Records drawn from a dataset
◆ ◆ ◆ ◆ ◆
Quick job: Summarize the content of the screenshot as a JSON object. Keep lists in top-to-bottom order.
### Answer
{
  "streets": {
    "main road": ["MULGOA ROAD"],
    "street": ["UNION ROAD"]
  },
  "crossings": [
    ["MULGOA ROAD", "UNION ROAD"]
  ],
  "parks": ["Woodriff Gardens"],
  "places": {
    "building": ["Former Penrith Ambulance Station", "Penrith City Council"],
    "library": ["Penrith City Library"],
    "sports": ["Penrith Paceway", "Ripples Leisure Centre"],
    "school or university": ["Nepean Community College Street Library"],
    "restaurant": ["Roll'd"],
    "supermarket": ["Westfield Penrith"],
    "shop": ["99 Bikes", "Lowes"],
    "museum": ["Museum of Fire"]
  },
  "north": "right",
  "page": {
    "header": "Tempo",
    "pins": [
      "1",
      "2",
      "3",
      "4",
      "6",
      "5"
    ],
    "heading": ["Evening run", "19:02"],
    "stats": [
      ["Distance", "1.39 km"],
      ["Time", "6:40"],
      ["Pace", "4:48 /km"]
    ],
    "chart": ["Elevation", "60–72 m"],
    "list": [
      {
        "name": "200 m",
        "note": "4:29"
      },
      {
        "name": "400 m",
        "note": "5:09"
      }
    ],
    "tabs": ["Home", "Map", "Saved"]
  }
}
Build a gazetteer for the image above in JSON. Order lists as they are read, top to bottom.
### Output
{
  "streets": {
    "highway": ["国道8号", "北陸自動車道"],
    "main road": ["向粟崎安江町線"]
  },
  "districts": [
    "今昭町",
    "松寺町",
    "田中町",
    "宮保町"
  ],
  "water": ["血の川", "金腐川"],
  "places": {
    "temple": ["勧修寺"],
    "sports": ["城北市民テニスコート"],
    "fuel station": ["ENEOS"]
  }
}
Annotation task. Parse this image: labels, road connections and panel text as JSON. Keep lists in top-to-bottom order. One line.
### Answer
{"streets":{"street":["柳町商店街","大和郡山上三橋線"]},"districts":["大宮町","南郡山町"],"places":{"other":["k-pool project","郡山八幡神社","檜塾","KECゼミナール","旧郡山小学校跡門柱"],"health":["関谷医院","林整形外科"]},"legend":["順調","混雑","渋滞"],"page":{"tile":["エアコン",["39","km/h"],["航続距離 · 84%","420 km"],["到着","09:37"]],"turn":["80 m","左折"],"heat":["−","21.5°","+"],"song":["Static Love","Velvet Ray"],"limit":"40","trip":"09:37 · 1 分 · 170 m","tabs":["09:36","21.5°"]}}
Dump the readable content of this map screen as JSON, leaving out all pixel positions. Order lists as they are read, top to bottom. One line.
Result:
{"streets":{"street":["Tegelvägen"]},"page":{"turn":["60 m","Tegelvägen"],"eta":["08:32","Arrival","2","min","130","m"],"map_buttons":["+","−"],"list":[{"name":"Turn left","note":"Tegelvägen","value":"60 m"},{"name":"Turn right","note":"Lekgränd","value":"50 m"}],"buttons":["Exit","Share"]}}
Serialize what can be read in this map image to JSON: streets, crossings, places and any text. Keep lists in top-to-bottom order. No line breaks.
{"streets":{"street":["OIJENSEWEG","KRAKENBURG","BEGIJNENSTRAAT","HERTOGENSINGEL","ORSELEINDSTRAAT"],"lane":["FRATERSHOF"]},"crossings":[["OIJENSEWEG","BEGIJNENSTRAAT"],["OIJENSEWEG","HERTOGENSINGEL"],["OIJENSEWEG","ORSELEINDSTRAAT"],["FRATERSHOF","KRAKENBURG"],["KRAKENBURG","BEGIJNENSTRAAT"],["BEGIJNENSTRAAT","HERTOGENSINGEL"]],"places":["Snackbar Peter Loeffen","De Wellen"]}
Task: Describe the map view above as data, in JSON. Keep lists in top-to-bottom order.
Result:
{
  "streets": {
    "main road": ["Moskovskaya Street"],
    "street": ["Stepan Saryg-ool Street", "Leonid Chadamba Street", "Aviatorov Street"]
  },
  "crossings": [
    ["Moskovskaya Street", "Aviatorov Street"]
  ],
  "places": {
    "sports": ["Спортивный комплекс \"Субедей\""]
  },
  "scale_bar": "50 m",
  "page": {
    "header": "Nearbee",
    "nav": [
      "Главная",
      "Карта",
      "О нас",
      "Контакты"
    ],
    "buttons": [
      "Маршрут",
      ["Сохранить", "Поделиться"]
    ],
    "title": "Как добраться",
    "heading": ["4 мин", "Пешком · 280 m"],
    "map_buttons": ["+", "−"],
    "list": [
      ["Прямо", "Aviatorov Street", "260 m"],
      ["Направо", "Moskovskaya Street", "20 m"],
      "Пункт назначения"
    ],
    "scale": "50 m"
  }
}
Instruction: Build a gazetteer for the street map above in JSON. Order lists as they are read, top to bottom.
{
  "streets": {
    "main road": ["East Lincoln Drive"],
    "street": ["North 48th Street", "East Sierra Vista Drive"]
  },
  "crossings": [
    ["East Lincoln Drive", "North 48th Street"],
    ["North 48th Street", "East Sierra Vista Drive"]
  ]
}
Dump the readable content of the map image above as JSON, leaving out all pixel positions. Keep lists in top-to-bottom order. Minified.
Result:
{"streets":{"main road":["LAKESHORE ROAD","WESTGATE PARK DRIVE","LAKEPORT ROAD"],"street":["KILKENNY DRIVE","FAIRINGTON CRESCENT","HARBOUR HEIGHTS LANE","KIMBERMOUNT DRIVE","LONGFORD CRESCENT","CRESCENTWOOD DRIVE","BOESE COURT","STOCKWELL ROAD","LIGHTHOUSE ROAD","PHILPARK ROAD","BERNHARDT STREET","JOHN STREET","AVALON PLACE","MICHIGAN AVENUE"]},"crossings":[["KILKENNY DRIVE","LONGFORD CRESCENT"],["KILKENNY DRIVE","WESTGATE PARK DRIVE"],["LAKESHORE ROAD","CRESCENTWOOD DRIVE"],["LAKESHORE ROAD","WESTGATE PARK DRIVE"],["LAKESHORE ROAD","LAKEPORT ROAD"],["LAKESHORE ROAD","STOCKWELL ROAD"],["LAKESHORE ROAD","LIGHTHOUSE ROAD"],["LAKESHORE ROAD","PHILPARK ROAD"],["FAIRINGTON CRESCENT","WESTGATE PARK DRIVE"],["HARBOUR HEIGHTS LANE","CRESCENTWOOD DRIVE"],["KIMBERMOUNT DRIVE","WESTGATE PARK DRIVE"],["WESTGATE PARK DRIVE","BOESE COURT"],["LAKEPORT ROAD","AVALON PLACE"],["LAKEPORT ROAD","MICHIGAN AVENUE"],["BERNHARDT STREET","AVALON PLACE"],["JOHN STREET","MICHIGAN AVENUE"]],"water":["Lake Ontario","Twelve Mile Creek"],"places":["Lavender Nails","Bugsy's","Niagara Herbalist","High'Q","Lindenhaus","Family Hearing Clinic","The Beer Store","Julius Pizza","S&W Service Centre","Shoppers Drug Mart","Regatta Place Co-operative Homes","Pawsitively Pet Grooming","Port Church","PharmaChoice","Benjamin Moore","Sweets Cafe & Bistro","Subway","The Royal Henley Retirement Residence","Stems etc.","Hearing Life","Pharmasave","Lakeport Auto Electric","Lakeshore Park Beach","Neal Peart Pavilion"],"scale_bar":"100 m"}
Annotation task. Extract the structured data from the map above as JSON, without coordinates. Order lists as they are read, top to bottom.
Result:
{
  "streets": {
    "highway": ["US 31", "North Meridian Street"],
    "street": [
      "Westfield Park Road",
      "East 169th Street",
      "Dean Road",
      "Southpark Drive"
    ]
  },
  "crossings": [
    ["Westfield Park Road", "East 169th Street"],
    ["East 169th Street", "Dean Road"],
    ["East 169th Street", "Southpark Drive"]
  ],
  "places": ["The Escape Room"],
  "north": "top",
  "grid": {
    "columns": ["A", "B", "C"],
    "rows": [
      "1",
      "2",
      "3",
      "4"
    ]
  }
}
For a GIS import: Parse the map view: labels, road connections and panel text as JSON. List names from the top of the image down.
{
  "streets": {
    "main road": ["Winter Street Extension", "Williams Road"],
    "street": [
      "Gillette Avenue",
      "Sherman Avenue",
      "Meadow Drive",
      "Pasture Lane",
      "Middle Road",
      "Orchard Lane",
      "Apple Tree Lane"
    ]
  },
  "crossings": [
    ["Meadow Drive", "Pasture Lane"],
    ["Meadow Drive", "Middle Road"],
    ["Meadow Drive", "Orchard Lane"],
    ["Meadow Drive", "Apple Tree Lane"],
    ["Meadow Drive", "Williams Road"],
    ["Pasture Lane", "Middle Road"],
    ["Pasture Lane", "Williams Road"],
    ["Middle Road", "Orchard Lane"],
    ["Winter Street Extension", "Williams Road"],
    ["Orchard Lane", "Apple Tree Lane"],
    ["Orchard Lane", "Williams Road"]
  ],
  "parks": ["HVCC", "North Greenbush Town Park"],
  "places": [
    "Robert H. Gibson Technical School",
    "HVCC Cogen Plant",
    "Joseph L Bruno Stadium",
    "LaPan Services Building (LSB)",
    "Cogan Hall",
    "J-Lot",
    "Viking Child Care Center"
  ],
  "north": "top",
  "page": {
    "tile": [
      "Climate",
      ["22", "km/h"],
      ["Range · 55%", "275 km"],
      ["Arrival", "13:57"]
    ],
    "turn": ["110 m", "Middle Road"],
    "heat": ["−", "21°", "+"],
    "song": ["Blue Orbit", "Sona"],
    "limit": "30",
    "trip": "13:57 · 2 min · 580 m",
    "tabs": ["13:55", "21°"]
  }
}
◆ ◆ ◆ ◆ ◆
▶ EXERCISE REQUIREMENTS:
Copy each line of the data that contains the word "leaving".

▶ WORKED SOLUTION:
Dump the readable content of this map screen as JSON, leaving out all pixel positions. Order lists as they are read, top to bottom. One line.
Dump the readable content of the map image above as JSON, leaving out all pixel positions. Keep lists in top-to-bottom order. Minified.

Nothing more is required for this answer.